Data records

----

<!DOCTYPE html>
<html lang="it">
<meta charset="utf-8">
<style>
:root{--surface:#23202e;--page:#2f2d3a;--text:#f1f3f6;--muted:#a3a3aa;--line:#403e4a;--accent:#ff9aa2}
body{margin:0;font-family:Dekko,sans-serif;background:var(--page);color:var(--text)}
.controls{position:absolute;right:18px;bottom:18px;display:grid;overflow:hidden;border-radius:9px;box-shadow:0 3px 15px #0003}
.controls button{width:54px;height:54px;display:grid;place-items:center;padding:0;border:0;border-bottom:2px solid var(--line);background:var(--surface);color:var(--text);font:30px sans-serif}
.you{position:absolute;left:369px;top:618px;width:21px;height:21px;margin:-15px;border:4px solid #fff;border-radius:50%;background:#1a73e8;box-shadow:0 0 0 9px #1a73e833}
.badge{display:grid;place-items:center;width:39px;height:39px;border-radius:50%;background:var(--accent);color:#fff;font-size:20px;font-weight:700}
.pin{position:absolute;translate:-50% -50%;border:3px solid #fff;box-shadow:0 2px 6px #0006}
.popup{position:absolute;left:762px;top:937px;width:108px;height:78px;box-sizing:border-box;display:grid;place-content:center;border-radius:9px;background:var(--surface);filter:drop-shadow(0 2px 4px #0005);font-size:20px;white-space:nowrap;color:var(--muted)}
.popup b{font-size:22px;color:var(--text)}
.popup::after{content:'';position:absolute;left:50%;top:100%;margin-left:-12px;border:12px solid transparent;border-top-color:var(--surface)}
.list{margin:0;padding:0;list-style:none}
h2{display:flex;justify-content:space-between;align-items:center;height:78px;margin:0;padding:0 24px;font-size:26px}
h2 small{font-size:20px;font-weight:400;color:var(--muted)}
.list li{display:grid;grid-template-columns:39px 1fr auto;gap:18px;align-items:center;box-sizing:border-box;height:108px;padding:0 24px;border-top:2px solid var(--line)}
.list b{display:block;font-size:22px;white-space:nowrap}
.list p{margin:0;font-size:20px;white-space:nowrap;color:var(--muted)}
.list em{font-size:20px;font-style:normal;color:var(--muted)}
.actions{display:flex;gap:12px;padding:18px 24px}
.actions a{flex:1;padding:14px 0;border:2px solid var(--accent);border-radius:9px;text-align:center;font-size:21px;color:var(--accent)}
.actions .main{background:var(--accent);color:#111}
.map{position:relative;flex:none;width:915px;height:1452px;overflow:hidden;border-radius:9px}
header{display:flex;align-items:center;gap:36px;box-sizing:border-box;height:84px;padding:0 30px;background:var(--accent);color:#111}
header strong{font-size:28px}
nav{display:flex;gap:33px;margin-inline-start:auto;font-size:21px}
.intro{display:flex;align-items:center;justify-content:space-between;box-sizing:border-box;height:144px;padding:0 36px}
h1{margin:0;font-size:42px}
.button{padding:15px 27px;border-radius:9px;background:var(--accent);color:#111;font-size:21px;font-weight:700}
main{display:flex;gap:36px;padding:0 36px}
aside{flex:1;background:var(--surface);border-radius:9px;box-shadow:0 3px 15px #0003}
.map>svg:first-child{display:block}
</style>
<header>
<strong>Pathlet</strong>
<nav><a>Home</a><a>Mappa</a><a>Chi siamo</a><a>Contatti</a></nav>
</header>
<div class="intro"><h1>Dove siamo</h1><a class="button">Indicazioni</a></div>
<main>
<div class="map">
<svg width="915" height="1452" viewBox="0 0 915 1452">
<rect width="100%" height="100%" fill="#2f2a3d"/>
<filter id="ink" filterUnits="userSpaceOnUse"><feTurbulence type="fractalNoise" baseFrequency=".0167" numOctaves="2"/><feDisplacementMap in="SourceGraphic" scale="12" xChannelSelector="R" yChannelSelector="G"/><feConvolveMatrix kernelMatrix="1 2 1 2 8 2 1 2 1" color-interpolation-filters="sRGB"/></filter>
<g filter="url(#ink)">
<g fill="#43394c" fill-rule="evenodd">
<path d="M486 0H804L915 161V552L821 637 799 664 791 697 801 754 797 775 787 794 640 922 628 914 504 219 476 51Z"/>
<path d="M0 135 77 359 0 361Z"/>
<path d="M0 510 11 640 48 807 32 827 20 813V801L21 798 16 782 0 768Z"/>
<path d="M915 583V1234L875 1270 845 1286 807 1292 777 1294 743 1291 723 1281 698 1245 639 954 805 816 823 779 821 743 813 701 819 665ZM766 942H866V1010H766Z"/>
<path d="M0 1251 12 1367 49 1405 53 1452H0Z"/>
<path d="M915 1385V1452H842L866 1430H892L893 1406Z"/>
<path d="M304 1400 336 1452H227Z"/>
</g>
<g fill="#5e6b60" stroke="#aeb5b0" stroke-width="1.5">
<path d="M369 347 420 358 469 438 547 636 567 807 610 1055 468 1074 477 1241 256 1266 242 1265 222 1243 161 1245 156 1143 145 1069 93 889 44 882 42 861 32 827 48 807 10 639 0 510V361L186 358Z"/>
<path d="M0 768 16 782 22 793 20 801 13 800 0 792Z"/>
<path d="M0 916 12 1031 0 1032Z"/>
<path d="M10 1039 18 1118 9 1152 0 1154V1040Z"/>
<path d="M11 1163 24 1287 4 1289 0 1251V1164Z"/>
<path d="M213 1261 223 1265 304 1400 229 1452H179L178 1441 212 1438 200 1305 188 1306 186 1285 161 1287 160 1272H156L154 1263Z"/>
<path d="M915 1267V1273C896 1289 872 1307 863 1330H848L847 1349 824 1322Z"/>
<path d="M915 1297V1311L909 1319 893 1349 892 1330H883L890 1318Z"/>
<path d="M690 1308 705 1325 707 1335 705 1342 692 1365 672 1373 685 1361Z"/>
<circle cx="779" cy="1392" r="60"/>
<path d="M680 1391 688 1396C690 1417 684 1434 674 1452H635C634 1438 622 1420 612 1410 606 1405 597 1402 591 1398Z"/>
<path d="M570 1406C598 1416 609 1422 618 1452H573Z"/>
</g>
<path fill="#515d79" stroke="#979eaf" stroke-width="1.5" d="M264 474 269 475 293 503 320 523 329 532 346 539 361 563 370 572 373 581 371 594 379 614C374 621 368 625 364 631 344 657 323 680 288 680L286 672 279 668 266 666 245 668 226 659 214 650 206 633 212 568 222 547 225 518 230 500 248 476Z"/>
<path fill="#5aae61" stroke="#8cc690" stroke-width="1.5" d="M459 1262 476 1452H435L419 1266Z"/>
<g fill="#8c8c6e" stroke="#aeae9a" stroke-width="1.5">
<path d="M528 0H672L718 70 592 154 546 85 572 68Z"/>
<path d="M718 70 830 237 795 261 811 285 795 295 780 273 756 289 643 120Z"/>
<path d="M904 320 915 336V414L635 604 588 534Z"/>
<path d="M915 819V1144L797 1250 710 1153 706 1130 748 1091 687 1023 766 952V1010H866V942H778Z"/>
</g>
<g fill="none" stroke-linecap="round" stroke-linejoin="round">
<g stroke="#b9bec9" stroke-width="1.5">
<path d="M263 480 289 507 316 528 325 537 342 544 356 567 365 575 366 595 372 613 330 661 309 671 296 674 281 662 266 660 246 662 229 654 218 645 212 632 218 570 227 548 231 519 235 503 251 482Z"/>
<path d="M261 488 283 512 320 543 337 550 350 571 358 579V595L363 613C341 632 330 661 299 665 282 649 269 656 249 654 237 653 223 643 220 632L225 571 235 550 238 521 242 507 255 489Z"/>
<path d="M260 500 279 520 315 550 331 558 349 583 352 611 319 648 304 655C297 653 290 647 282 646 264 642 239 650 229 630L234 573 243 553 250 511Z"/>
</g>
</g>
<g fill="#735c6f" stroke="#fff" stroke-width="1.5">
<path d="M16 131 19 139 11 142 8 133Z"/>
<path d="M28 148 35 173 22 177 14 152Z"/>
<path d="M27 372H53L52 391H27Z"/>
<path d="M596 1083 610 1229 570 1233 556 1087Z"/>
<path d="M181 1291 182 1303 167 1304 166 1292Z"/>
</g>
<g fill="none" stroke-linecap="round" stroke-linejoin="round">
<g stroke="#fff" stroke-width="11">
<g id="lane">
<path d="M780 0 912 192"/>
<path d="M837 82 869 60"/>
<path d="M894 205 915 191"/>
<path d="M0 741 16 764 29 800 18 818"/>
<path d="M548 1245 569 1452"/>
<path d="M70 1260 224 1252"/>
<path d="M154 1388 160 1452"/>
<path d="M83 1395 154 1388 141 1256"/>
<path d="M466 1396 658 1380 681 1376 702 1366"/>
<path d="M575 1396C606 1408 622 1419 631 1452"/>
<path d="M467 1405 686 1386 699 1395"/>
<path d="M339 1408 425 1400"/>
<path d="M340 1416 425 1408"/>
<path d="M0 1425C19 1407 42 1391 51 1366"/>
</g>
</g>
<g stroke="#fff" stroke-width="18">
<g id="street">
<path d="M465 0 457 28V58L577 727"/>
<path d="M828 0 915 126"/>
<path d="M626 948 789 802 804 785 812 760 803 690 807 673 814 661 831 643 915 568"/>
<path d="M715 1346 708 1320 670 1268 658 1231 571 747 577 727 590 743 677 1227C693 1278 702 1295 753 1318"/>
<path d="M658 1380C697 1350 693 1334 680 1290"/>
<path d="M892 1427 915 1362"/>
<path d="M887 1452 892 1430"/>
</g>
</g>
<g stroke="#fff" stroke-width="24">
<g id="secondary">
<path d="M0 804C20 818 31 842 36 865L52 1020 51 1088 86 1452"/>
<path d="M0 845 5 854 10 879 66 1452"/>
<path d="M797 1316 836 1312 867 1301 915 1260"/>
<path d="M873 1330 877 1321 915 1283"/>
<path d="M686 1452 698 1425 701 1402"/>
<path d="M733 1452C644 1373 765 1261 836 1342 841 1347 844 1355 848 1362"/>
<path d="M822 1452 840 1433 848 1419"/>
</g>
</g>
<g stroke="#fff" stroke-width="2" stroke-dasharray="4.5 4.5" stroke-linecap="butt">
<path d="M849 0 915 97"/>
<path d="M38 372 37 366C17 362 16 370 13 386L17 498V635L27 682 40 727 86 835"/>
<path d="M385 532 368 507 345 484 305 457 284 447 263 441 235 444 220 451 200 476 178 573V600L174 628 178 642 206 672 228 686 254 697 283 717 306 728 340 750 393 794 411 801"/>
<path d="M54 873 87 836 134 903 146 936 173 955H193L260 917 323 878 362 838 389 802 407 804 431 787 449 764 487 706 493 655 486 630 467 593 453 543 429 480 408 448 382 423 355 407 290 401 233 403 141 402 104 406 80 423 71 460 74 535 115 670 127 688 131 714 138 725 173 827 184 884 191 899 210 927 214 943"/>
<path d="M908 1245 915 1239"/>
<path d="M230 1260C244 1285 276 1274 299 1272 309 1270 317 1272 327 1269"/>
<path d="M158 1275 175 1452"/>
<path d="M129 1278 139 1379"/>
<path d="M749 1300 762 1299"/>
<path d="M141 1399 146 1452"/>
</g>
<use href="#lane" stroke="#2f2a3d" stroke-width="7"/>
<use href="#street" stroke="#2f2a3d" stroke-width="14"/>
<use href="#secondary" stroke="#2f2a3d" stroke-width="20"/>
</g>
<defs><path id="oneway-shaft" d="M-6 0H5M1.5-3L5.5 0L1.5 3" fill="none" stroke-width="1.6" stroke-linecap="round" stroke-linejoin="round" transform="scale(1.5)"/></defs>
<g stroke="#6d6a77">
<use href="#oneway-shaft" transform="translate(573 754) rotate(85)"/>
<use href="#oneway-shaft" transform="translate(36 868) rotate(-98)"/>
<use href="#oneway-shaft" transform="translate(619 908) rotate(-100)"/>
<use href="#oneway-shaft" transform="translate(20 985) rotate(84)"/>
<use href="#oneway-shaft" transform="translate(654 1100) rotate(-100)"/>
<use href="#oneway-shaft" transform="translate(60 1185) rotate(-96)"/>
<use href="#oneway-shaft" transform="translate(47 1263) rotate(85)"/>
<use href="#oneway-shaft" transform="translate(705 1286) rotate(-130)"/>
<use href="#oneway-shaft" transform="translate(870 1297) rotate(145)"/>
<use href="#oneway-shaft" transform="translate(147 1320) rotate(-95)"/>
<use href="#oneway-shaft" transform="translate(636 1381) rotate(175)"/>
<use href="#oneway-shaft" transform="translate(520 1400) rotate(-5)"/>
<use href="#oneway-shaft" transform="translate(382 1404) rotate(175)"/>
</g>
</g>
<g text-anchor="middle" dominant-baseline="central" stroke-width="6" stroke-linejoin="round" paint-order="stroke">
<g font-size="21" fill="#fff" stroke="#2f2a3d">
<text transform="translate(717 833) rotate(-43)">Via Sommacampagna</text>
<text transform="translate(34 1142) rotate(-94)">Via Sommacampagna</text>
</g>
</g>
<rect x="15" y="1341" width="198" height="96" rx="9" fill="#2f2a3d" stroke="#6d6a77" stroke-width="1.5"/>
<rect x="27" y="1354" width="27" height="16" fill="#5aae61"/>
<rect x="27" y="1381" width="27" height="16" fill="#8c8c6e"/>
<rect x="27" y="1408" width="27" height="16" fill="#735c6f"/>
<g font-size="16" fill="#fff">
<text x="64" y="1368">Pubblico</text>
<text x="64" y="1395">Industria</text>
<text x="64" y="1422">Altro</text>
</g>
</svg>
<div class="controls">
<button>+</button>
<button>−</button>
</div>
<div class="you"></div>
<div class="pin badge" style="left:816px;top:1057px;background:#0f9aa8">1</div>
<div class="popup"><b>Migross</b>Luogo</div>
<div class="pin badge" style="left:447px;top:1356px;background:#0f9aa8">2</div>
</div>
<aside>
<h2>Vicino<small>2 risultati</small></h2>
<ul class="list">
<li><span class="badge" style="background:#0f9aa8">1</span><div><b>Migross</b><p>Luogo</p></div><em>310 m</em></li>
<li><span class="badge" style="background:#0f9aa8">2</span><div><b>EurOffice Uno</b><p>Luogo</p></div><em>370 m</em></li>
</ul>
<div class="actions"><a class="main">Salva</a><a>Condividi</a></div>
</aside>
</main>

----

▶ TASK GOAL
Every line above with the word "controls" is to be copied out.

▶ ANSWER SPACE
.controls{position:absolute;right:18px;bottom:18px;display:grid;overflow:hidden;border-radius:9px;box-shadow:0 3px 15px #0003}
.controls button{width:54px;height:54px;display:grid;place-items:center;padding:0;border:0;border-bottom:2px solid var(--line);background:var(--surface);color:var(--text);font:30px sans-serif}
<div class="controls">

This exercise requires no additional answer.